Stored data

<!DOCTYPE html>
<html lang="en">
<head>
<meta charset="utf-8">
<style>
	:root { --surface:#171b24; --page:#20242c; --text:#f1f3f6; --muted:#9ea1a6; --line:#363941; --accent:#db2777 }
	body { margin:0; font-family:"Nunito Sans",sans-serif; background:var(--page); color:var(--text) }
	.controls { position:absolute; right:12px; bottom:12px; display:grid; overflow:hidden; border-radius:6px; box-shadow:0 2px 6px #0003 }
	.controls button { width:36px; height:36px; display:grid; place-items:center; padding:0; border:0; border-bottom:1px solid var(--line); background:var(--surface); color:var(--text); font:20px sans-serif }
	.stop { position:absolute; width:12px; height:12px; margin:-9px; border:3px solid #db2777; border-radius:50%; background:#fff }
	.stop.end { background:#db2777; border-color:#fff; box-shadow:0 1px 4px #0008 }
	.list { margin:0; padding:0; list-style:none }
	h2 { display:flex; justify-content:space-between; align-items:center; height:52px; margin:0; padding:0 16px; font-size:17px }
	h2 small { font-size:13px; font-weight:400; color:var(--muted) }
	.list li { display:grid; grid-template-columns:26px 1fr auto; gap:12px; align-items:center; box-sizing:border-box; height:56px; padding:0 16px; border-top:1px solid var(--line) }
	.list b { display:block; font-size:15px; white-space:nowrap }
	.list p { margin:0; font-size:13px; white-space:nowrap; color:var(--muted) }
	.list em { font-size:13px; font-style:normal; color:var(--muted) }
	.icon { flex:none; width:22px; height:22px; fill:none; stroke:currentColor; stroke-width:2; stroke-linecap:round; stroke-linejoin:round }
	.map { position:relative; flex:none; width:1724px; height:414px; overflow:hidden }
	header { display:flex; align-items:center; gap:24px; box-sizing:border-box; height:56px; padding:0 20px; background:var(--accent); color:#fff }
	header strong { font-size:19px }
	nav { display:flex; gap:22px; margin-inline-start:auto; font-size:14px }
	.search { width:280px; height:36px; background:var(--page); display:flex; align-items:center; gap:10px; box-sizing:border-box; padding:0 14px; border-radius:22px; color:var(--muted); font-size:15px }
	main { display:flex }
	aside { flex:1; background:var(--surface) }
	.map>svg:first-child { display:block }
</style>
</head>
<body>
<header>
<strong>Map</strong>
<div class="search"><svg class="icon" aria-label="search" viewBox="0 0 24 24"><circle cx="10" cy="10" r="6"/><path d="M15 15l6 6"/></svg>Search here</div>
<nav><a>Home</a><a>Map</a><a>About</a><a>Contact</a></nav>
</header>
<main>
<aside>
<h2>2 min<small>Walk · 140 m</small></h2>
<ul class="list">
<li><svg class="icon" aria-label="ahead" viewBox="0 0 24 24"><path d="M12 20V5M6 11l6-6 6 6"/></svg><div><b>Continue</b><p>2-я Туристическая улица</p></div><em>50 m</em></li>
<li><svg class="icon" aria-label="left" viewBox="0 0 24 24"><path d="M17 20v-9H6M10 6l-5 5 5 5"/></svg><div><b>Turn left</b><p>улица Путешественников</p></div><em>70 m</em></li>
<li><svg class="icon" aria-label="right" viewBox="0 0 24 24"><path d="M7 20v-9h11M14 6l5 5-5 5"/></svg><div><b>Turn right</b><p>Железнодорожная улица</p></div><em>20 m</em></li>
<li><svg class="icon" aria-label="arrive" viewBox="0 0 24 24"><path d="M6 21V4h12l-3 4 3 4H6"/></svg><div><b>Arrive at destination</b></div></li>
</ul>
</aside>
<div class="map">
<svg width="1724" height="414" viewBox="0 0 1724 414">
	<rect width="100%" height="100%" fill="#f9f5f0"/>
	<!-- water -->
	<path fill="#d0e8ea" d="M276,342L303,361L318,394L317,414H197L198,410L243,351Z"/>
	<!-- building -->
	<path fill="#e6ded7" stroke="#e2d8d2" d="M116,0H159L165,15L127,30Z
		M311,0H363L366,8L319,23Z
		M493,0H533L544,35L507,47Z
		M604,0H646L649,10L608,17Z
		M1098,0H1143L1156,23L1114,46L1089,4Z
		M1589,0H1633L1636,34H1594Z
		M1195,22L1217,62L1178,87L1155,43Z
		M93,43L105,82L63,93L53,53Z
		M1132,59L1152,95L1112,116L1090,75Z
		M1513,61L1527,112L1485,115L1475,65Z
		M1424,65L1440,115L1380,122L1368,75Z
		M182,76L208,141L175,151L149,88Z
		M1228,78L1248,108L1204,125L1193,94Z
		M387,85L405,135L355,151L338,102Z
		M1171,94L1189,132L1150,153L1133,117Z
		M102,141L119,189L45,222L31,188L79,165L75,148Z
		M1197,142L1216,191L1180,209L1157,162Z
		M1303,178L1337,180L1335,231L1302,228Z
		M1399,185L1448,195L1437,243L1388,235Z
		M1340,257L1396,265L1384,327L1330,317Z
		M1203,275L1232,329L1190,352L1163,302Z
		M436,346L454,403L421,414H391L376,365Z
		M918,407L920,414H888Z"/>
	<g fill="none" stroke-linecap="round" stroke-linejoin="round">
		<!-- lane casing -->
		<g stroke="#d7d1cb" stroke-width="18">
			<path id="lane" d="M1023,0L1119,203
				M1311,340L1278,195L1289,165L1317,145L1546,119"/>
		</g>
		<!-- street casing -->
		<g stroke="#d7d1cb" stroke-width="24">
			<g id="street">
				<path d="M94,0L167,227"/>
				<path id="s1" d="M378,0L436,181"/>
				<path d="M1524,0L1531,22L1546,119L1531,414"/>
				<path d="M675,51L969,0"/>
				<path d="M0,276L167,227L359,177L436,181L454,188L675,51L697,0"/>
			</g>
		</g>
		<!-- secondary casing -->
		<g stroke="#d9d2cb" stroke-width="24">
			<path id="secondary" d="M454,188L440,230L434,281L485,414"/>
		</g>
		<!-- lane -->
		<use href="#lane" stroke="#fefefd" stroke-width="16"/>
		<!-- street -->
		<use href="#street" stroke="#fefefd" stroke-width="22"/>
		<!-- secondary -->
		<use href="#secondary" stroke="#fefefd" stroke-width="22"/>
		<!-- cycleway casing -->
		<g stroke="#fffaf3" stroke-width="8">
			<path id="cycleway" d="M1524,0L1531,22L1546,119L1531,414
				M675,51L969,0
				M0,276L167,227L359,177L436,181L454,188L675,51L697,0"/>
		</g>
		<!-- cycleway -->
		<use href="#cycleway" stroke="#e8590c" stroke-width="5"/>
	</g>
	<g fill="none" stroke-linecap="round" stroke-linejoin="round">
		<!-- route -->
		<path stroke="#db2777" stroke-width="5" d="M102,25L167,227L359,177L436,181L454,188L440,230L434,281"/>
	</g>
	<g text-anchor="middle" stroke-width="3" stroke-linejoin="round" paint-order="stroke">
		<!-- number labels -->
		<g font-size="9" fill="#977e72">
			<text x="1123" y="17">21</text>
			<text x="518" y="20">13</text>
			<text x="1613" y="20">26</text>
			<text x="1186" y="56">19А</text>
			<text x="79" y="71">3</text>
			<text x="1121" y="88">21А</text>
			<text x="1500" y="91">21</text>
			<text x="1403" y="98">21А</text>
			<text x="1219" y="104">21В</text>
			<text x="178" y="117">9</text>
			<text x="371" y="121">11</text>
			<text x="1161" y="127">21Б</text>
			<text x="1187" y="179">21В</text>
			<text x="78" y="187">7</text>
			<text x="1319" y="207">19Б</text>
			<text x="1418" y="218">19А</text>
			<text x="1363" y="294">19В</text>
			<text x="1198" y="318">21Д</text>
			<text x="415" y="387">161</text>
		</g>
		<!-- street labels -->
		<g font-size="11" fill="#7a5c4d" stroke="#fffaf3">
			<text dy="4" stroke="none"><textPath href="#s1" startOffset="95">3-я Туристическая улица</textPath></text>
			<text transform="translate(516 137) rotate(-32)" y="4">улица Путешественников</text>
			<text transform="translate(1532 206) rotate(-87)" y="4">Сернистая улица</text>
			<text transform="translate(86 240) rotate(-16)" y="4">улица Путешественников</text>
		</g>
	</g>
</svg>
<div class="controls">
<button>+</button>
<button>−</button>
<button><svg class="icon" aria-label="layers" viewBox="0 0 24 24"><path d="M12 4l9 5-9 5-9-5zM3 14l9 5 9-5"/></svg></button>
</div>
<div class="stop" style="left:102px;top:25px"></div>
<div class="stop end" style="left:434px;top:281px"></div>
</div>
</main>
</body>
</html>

◆ **Try it**: Return exactly the lines above from the line that has "M1424,65L1440,115L1380,122L1368,75Z" through the line that has "M1203,275L1232,329L1190,352L1163,302Z", inclusive, and nothing else.

◆ **Exercise result**:
		M1424,65L1440,115L1380,122L1368,75Z
		M182,76L208,141L175,151L149,88Z
		M1228,78L1248,108L1204,125L1193,94Z
		M387,85L405,135L355,151L338,102Z
		M1171,94L1189,132L1150,153L1133,117Z
		M102,141L119,189L45,222L31,188L79,165L75,148Z
		M1197,142L1216,191L1180,209L1157,162Z
		M1303,178L1337,180L1335,231L1302,228Z
		M1399,185L1448,195L1437,243L1388,235Z
		M1340,257L1396,265L1384,327L1330,317Z
		M1203,275L1232,329L1190,352L1163,302Z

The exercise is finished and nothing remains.